JawaPos.com – Wakil Ketua Komisi Pemberantasan Korupsi (KPK) Nawawi Pomolango angkat bicara terkait pernyataan Ketua KPK Firli Bahuri yang menyebut presidential threshold harus 0 persen untuk mencegah praktik korupsi. Menurut Nawawi, pernyataan tersebut tidak secara kelembagaan dan merupakan pernyataan pribadi Firli Bahuri.

Sebab belakangan ini pernyataan Firli terkait presidential threshold 0 persen ramai menjadi perbincangan publik. Termasuk datang daru para petinggi partai.

“Omongan pak Firli itu merupakan pendapat atau argumen yang bersangkutan pribadi, bukan merupakan hasil kajian kelembagaan KPK. Kita menghormati cara pandang pribadi tersebut sebagai bagian hak berpendapat setiap warga negara,” kata Nawawi dikonfirmasi,” Rabu (15/12).

Pimpinan KPK berlatar belakang hakim menghormati pernyataan Firli sebagai warga negara, untuk menyampaikan pendapatnya. Menurut Nawawi, seharusnya yang ditelaah bukan pada presidential threshold tetapi pada penyelenggaraan Pemilu yang memang membutuhkan biaya tinggi.

“Bagi saya sendiri, mungkin yang lebih pas ditelaah dan bersinggungan dengan issue pemberantasan korupsi yang memang menjadi tupoksi KPK, bukan soal presidential threshold, tapi kepada sistem penyelenggaraan Pemilu, Pilkada, Pilpres dan Pileg yang berbiaya tinggi,” cetus Nawawi.

Nawawi mengutarakan, biaya politik yang tinggi yang memang menimbulkan terjadinya praktik korupsi. Hal ini bukan tanpa dasar, karena KPK sendiri telah melakukan kajian terkait mahalnya biaya politik.

“Senyatanya menjadi sumber potensi perilaku koruptif, materi ini yang mungkin KPK bisa ikut berperan melakukan kajian-kajian dan selanjutnya merekomendasikan kajian tersebut kepada Pemerintah dan DPR,” tegas Nawawi.

PERBAIKAN PERINGKAT: Presiden Joko Widodo didampingi Ketua KPK Firli Bahuri setelah menghadiri peringatan Hari Antikorupsi Sedunia di Gedung Merah Putih KPK, Jakarta, kemarin (9/12). (FEDRIK TARIGAN/JAWA POS)
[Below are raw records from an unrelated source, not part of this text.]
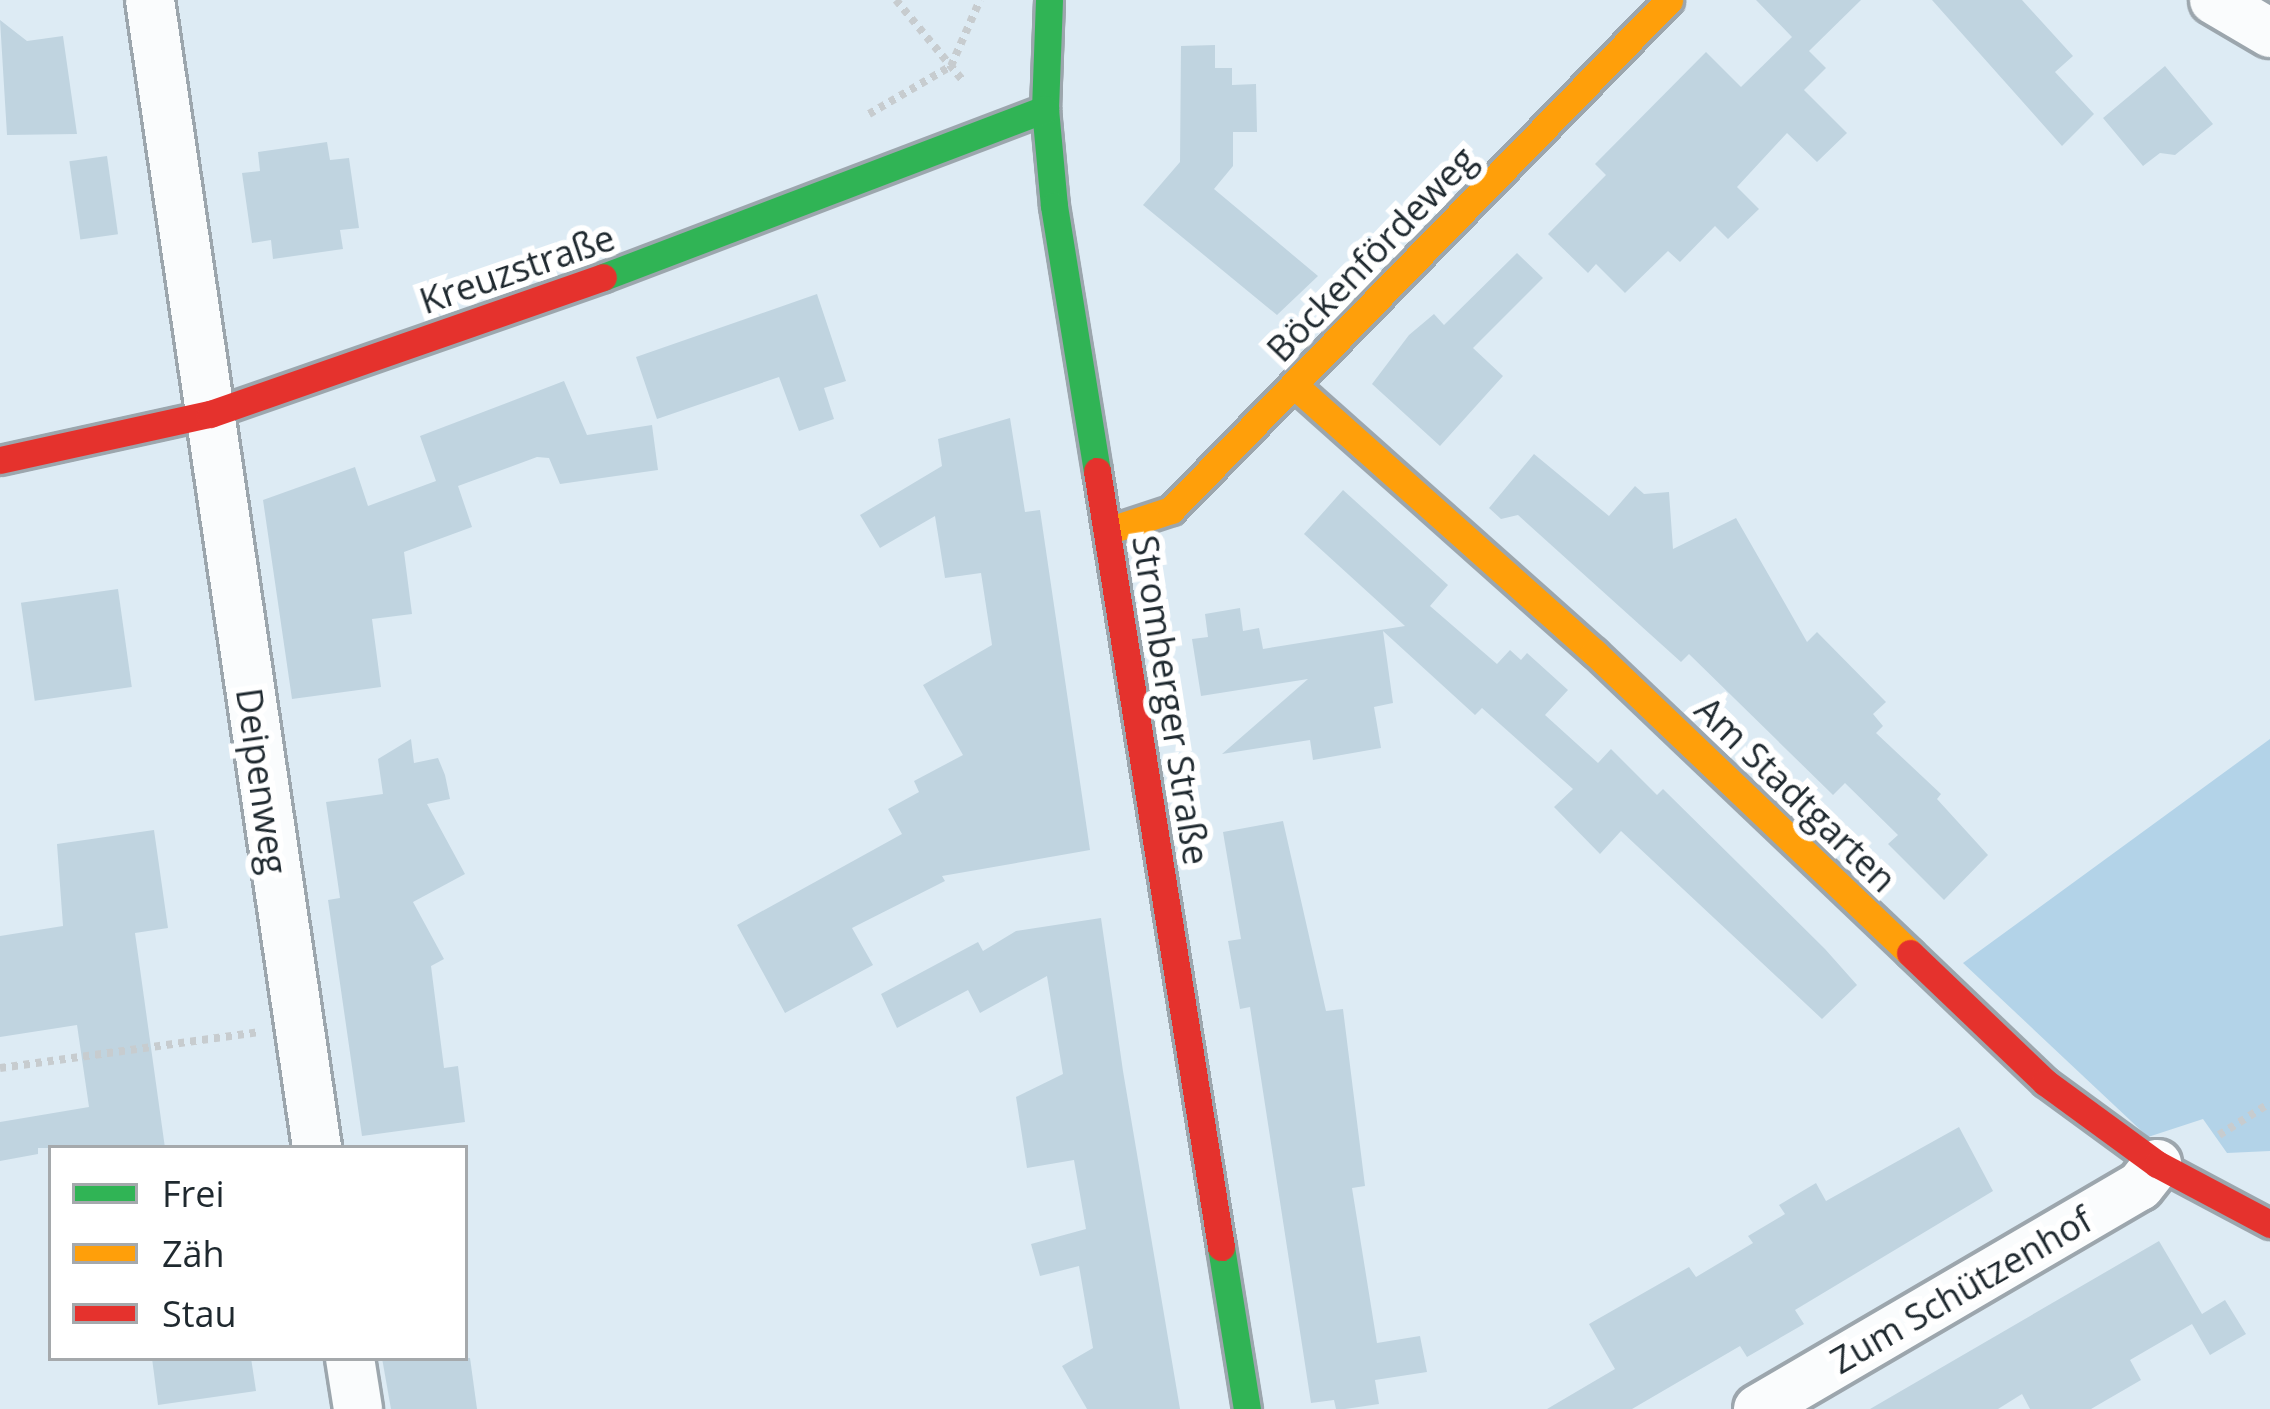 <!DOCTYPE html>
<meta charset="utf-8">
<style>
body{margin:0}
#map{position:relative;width:2270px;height:1409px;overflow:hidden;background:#ddebf4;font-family:"Open Sans",sans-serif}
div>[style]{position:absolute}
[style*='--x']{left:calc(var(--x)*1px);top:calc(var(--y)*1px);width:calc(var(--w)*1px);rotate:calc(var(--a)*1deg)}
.green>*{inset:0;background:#b3d3e8}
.building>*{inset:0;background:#c0d4e0;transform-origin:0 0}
.path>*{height:8px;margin-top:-4px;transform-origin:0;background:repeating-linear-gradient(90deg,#c7cccf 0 6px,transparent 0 12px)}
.roads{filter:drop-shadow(3px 0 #9ca6ad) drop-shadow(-3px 0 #9ca6ad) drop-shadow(0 3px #9ca6ad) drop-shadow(0 -3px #9ca6ad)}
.street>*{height:48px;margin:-24px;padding:0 24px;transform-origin:24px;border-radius:24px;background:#fafcfd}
.fast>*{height:27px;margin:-13.5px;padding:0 13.5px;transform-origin:13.5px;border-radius:13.5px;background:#30b455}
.slow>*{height:27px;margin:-13.5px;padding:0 13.5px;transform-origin:13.5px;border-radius:13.5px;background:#ff9f0a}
.jam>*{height:27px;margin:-13.5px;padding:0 13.5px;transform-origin:13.5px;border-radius:13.5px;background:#e5322d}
span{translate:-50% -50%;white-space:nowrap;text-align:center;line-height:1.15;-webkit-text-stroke:12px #fff;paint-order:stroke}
.street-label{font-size:36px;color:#1f292f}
.legend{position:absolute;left:48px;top:1145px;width:420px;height:216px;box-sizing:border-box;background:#fff;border:3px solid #a5a9ac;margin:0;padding:15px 21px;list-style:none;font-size:36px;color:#1f292f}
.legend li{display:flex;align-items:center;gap:24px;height:60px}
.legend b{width:60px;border:3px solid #a5a9ac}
</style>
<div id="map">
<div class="green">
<div style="clip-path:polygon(2270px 739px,2270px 1151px,2227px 1153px,2203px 1119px,2148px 1137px,1963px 963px)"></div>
</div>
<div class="building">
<div style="clip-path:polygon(1756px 0,1861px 0,1809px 51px,1826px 68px,1804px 90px,1847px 133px,1817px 162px,1787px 133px,1737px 187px,1759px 209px,1728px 239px,1715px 226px,1680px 262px,1668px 251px,1625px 293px,1596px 264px,1588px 273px,1548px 234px,1606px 175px,1595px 164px,1706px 52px,1741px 87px,1792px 37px)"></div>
<div style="clip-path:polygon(1932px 0,2022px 0,2073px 56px,2055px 72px,2094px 114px,2062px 146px)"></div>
<div style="clip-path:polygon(0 20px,27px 41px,63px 36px,77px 134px,7px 135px)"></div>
<div style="clip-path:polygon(1215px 45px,1215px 68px,1232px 68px,1232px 85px,1256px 84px,1257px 132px,1233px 132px,1233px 166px,1214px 189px,1318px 276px,1277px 315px,1143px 205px,1180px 162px,1181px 46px)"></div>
<div style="clip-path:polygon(2165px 66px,2213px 124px,2175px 155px,2160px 153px,2143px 166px,2103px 118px)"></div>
<div style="clip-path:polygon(327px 142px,330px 160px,349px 158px,359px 228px,340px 230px,343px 249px,273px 259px,271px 240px,252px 243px,242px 173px,260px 171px,258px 152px)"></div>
<div style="left:107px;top:156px;width:79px;height:38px;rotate:82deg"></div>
<div style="clip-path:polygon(1517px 253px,1543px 278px,1473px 348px,1503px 376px,1440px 446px,1372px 384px,1409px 335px,1434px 314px,1444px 325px)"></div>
<div style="clip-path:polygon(817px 294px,846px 381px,824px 388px,834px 419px,799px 431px,779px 377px,657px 419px,636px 357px)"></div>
<div style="clip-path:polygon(564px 381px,587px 435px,652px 425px,658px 470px,560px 484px,549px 458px,537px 457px,458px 486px,472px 527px,404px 552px,412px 614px,372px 619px,381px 687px,292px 699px,263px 500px,355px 467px,368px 506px,436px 481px,420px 436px)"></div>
<div style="clip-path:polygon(1010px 418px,1025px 512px,1040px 510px,1090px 850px,942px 876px,945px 881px,852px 928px,873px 965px,785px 1013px,737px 925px,902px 834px,888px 809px,919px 792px,914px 781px,963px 755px,923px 685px,992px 645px,981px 573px,945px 578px,935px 516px,880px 548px,860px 515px,942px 466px,938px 439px)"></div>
<div style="clip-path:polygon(1534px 454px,1609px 516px,1635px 486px,1644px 494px,1669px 492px,1673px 549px,1736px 518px,1807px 642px,1817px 632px,1886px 702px,1873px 714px,1883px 726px,1876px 733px,1941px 794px,1937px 799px,1988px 855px,1944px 900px,1888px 844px,1898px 835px,1845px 783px,1833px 795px,1689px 654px,1681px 662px,1518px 515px,1501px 519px,1489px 508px)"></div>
<div style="clip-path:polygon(1343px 490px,1448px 585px,1430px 606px,1497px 664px,1510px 650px,1521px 660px,1527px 653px,1568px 690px,1545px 715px,1598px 763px,1611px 749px,1657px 795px,1663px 789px,1825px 949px,1857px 985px,1822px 1019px,1621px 831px,1600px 854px,1554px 807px,1573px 789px,1482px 708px,1475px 715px,1383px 631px,1393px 703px,1374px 707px,1381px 748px,1313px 760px,1310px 740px,1222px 754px,1308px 679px,1201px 696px,1192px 639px,1208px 637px,1205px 614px,1240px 608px,1243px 631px,1259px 628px,1263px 649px,1405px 626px,1304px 534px)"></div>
<div style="left:118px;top:589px;width:99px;height:98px;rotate:82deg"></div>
<div style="clip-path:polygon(411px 739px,414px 763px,438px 758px,445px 775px,450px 799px,427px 804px,465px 874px,413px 902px,444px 959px,431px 966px,444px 1068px,458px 1066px,465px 1122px,362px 1136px,328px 900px,340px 898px,326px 802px,383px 794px,378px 759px)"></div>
<div style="clip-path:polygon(1283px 821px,1326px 1011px,1343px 1009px,1365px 1186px,1352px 1188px,1377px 1343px,1420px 1336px,1427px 1372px,1375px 1380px,1379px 1404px,1345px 1409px,1336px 1409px,1334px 1400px,1311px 1403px,1250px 1007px,1240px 1009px,1228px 941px,1241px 939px,1223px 832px)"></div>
<div style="clip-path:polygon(154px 830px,168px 928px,135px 933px,165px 1148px,38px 1148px,38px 1154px,0 1161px,0 1122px,89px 1107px,77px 1025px,0 1037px,0 936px,63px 926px,57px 844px)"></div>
<div style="clip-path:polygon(1101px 918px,1123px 1071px,1180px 1409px,1087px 1409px,1062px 1366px,1093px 1348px,1079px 1266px,1040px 1276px,1031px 1244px,1086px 1229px,1074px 1160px,1027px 1168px,1016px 1097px,1063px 1074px,1047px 976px,980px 1013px,968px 990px,897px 1028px,881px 994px,978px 942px,983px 951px,1016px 931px)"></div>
<div style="clip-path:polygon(1959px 1127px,1993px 1191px,1795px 1310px,1804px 1324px,1747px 1357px,1740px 1346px,1632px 1409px,1547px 1409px,1615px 1369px,1589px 1324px,1689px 1267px,1696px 1277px,1753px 1243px,1748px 1236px,1785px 1214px,1779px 1205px,1816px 1183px,1826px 1201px)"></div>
<div style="clip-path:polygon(2159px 1241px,2202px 1314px,2225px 1300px,2246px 1334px,2210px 1355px,2192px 1324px,2130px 1360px,2141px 1380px,2091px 1409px,2030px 1409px,2022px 1394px,1998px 1409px,1870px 1409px)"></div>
<div style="clip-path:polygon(152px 1358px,251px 1358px,256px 1391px,158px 1405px)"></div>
<div style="clip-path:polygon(382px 1358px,470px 1358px,477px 1409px,391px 1409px)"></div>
</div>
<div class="path">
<div style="--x:896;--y:0;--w:107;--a:50.3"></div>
<div style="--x:869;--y:114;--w:95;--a:-30.3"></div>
<div style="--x:951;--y:66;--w:72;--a:-66.3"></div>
<div style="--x:0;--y:1068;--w:262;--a:-7.9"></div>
<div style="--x:2219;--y:1135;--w:60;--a:-32.1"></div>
</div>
<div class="roads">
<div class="street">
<div style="--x:150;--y:0;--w:1160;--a:81.72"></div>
<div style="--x:2214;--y:0;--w:65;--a:30.5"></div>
<div style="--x:350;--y:1358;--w:52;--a:81.1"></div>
<div style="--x:1758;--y:1409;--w:442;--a:-30.3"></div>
<div style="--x:2140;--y:1186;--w:28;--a:-52"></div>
</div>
<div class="fast">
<div style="--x:1049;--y:0;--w:109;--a:92.1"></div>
<div style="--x:1045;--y:109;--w:97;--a:84.7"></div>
<div style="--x:1054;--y:206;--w:268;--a:80.8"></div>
<div style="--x:603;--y:277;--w:473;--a:-20.8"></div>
<div style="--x:1221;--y:1247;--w:164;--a:80.9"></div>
</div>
<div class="slow">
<div style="--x:1294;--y:385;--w:402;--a:41.7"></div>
<div style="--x:1594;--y:652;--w:436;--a:43.6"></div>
<div style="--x:1107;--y:531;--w:67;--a:-18.2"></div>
<div style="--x:1171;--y:510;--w:713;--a:-45.68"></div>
</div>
<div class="jam">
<div style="--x:0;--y:460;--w:215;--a:-12.4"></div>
<div style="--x:210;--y:414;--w:416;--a:-19.2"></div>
<div style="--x:1097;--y:471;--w:786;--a:80.92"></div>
<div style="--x:1910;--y:953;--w:187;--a:43.7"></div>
<div style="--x:2045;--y:1082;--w:139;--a:36.2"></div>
<div style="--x:2157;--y:1164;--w:128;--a:28"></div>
</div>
</div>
<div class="street-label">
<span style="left:1371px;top:254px;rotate:-46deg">Böckenfördeweg</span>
<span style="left:517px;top:269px;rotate:-19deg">Kreuzstraße</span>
<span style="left:1171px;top:700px;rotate:81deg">Stromberger Straße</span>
<span style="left:262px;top:781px;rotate:82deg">Deipenweg</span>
<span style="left:1796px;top:794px;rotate:44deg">Am Stadtgarten</span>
<span style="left:1961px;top:1290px;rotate:-30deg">Zum Schützenhof</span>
</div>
<ul class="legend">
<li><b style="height:15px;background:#30b455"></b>Frei</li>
<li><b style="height:15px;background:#ff9f0a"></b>Zäh</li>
<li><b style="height:15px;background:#e5322d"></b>Stau</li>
</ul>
</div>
Sebelumnya, Ketua KPK Firli Bahuri menginginkan presidential threshold di Indonesia menjadi 0 persen. Menurut Firli, hal ini untuk menghilangkan politik balas budi yang berpotensi menimbulkan praktik korupsi.
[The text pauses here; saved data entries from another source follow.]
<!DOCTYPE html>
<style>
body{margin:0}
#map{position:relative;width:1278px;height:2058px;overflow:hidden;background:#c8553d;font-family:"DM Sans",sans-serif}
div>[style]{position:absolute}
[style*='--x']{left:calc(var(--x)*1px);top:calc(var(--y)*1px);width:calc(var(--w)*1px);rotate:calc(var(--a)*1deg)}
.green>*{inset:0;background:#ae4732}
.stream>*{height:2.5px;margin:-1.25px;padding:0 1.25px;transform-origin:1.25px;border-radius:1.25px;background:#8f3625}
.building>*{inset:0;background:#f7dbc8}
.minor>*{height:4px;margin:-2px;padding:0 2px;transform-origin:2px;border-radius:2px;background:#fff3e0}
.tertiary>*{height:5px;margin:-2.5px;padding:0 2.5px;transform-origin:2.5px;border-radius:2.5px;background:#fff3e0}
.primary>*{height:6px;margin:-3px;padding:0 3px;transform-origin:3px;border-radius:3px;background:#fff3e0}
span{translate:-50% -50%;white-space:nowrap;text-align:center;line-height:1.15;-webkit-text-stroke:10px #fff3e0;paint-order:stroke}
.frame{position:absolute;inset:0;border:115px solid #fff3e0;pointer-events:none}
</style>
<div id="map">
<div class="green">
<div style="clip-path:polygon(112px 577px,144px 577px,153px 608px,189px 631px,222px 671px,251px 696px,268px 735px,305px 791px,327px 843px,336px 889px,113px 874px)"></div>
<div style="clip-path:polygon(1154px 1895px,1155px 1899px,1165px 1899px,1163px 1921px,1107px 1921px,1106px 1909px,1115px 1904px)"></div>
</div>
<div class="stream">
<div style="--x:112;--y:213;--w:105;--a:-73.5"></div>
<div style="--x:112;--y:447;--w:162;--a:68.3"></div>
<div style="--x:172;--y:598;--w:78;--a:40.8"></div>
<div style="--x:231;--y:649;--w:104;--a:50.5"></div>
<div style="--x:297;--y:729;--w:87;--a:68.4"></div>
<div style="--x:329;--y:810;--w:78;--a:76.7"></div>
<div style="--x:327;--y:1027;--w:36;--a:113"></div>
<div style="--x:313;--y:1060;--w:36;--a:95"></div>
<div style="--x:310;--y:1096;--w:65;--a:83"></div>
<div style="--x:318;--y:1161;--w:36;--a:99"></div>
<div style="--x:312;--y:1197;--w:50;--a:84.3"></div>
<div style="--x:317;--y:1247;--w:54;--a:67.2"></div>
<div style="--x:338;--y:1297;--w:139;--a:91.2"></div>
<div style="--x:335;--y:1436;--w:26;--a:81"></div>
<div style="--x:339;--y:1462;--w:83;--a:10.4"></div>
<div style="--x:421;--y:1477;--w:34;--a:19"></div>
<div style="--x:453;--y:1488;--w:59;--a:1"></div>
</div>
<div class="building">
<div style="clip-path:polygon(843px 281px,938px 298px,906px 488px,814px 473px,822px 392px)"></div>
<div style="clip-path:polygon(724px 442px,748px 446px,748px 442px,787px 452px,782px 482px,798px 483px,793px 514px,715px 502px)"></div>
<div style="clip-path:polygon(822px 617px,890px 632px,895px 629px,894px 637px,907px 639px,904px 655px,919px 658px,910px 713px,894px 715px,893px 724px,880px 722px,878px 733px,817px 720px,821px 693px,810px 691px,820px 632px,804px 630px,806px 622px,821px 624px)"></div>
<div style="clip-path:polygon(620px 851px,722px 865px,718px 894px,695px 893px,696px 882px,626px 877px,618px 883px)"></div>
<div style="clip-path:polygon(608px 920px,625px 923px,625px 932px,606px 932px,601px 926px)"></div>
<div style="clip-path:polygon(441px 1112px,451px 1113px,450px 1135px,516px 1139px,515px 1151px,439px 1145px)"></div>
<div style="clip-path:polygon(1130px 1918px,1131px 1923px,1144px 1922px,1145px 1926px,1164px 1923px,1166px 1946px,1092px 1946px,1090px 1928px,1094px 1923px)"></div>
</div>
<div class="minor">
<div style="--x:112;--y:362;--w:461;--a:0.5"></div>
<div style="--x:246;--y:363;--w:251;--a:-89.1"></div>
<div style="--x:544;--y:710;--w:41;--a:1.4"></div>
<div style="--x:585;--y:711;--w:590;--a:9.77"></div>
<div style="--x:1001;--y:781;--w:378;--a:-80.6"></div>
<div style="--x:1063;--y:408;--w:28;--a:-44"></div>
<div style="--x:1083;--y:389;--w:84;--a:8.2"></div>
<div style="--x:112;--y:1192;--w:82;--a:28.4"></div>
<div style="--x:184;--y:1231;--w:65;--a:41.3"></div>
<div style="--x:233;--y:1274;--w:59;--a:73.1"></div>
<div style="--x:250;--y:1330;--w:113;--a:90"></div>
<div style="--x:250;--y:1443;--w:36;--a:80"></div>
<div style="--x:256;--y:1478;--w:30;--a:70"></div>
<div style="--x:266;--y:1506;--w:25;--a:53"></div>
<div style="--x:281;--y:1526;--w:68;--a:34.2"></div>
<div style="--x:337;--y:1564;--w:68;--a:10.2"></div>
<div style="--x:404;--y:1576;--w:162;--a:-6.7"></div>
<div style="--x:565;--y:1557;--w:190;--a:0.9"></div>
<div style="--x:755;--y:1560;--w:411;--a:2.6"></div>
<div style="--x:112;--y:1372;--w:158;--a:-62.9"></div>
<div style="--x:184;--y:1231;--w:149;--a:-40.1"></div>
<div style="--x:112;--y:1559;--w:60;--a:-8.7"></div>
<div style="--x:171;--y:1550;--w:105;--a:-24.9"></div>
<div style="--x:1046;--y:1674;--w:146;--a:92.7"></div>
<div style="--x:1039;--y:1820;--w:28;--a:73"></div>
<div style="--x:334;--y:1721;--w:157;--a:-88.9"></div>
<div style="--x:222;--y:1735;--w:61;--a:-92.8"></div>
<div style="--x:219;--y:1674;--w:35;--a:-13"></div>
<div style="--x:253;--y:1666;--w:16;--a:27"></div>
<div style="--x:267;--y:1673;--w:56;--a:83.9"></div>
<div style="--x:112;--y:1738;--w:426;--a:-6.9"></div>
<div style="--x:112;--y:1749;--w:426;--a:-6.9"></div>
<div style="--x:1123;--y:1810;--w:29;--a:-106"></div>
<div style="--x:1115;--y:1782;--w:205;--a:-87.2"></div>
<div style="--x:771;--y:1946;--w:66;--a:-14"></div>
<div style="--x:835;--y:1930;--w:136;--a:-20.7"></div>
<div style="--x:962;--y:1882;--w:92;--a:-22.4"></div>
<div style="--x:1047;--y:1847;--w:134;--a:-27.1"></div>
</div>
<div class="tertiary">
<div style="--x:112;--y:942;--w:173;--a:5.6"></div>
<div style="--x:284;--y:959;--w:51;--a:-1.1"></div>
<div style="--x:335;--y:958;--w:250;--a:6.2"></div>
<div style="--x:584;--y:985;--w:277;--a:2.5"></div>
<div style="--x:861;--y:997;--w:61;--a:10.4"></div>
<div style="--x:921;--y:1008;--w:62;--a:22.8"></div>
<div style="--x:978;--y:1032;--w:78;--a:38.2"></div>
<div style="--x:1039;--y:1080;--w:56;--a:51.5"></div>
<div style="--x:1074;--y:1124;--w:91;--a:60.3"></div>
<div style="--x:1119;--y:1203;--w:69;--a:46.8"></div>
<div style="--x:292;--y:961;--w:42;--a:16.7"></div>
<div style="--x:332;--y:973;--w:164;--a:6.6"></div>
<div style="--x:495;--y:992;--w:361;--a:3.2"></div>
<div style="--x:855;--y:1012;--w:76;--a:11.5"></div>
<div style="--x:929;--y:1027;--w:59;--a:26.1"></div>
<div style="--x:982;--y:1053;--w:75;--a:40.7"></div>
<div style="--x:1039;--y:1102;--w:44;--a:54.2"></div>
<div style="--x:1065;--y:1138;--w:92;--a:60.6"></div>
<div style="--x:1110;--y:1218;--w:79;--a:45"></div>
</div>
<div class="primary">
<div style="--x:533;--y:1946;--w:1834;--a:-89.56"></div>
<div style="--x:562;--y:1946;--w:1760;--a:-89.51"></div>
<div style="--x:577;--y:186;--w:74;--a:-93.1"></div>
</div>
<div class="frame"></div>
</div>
“Modal besar untuk pilkada sangat berpotensi membuat seseorang melakukan tindak pidana korupsi, karena setelah menang akan ada misi balik modal. Di sisi lain mencari bantuan modal akan mengikat politisi-politisi di eksekutif atau legislatif dalam budaya balas budi yang korup,” ucap Firli dalam keterangannya.

Firli mengatakan KPK telah mengkaji penyebab korupsi atas dasar pencarian dana untuk pengembalian modal saat kampanye. Menurutnya data tersebut didapat dalam enam forum bersama kepala daerah terkait pendidikan dan pencegahan korupsi yang dilakukan di beberapa wilayah di Indonesia.

Dalam enam forum itu, lanjut Firli, KPK mendapatkan keluhan tentang mahalnya presidential threshold di Indonesia. Sehingga, calon kepala daerah yang mau maju harus mencari modal dengan bantuan dari pemodal untuk bertaruh mendapatkan jabatan.

“Fakta data KPK terakhir, 82,3 persen calon kepala daerah menyatakan adanya donatur dalam pendanaan pilkada mereka,” ujar Firli.

Sebab Pemberian modal itu tidak gratis. KPK mencatat kepala daerah yang sudah menjabat harus melakukan balas budi ke pemodal usai mendapatkan kursi di pemerintahan daerah. Balas budi dalam hal ini bukan berupa pengembalian uang kampanye.

“Salah satunya, 95,4 persen balas budi pada donatur akan berbentuk meminta kemudahan perijinan terhadap bisnis yang telah dan akan dilakukan atau 90,7 persen meminta kemudahan untuk ikut serta dalam tender proyek pemerintahan (pengadaan barang dan jasa),” tutur Firli.

Firli menyebut prinsip balas budi dari pemodal membuat kepala daerah melakukan tindakan koruptif dengan jabatannya. Menurutnya, kepala daerah menggunakan kuasanya untuk menciptakan birokrasi yang korup dalam rangka bisa membalas budi.

“Karena dari mana lagi mereka mencari pengganti itu kalau bukan dari kas negara,” pungkas Firli.